> _YOUR GOAL_: Return each line below holding the string "bottom".

> _DATA SUPPLIED_:
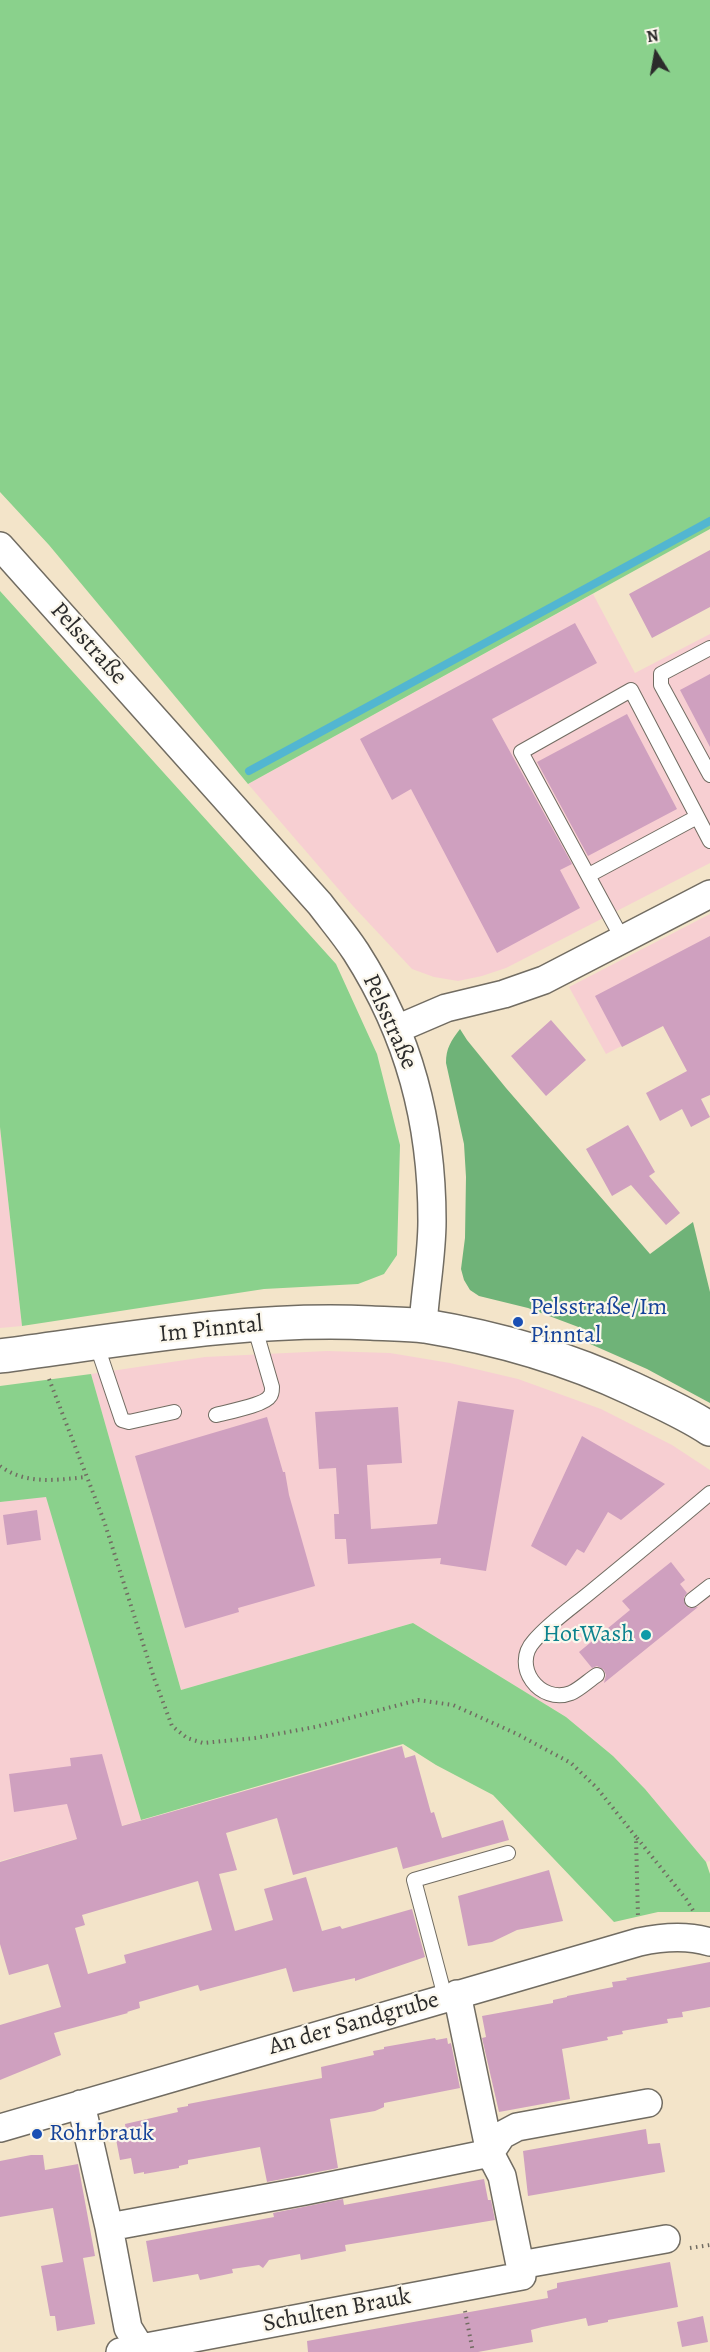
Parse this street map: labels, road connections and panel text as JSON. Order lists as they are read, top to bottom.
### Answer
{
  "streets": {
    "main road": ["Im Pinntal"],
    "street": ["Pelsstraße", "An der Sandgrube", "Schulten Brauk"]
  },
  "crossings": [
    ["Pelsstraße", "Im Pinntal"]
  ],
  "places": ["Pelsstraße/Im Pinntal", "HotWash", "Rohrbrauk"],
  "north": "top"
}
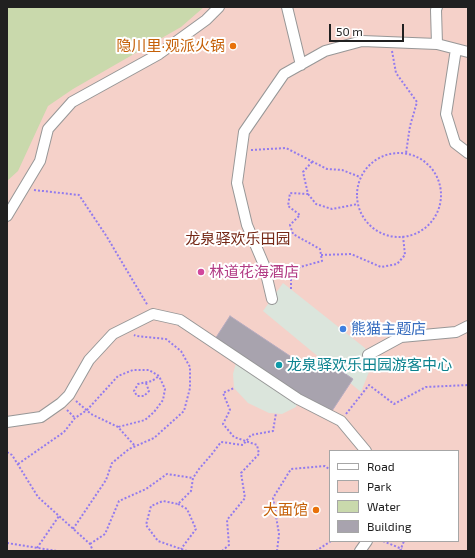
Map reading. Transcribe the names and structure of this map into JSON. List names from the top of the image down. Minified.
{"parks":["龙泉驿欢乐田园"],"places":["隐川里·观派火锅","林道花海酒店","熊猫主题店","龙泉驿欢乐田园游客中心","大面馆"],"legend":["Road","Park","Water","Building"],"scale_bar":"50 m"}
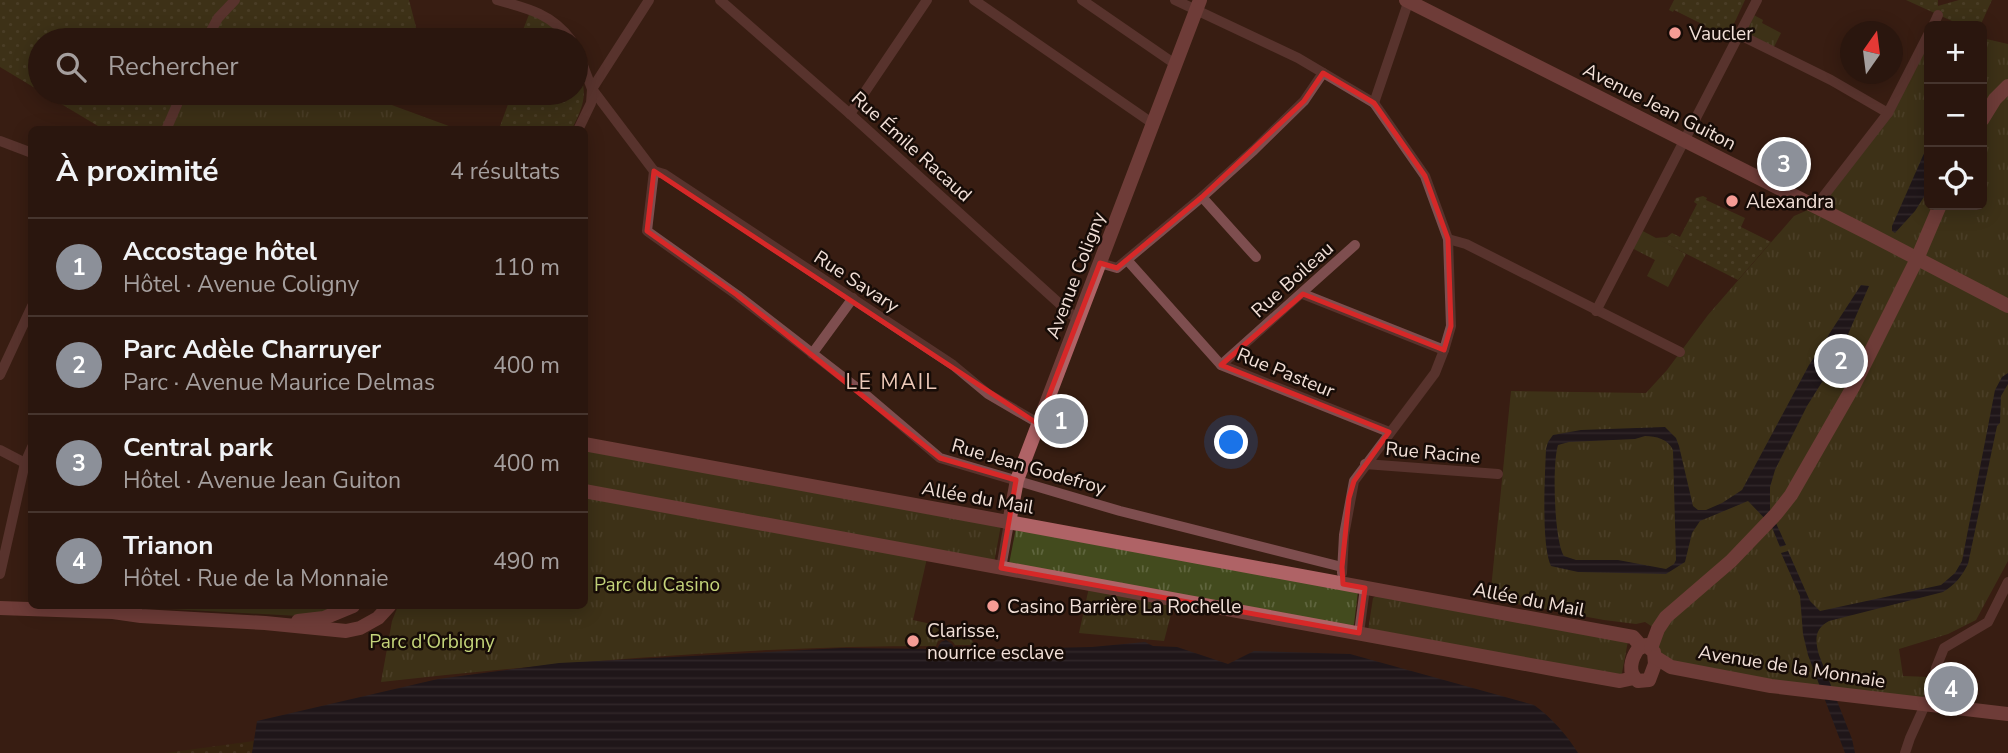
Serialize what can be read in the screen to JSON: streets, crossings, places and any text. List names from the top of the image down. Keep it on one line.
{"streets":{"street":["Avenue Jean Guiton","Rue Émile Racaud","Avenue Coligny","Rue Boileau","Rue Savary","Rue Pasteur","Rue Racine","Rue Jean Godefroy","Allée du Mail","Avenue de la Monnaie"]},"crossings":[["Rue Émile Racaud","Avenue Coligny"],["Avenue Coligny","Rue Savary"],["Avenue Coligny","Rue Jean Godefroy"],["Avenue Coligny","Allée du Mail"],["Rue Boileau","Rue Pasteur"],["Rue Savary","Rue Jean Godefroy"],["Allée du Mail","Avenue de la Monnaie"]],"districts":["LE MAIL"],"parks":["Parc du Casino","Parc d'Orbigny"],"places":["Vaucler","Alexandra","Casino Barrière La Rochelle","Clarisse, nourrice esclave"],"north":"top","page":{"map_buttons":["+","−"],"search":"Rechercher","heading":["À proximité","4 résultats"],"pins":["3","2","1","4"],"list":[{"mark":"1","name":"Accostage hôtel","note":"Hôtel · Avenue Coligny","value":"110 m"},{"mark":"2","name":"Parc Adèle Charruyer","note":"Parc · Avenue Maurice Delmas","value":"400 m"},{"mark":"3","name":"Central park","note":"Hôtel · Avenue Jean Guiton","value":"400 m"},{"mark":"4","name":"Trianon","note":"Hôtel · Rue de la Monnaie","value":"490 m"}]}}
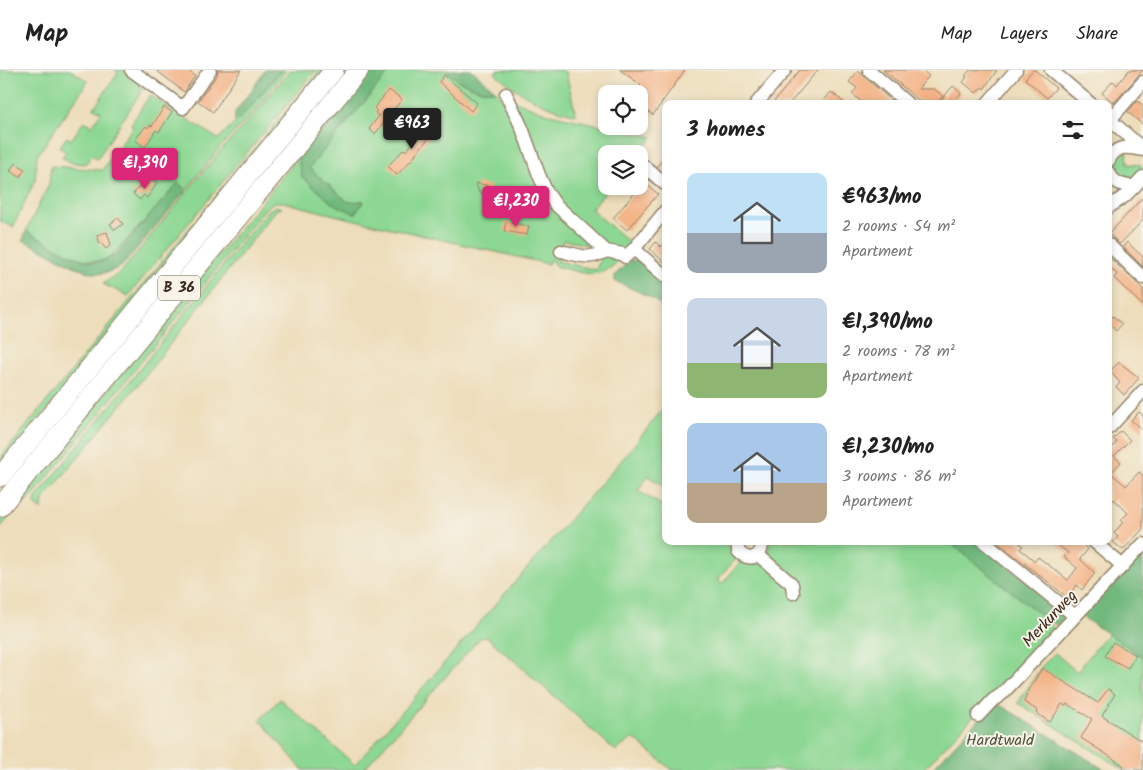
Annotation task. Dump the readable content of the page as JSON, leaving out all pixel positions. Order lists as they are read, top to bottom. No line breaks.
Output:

> _ANSWER SECTION_:
Parse this street map: labels, road connections and panel text as JSON. Order lists as they are read, top to bottom.
Annotation task. Dump the readable content of the page as JSON, leaving out all pixel positions. Order lists as they are read, top to bottom. No line breaks.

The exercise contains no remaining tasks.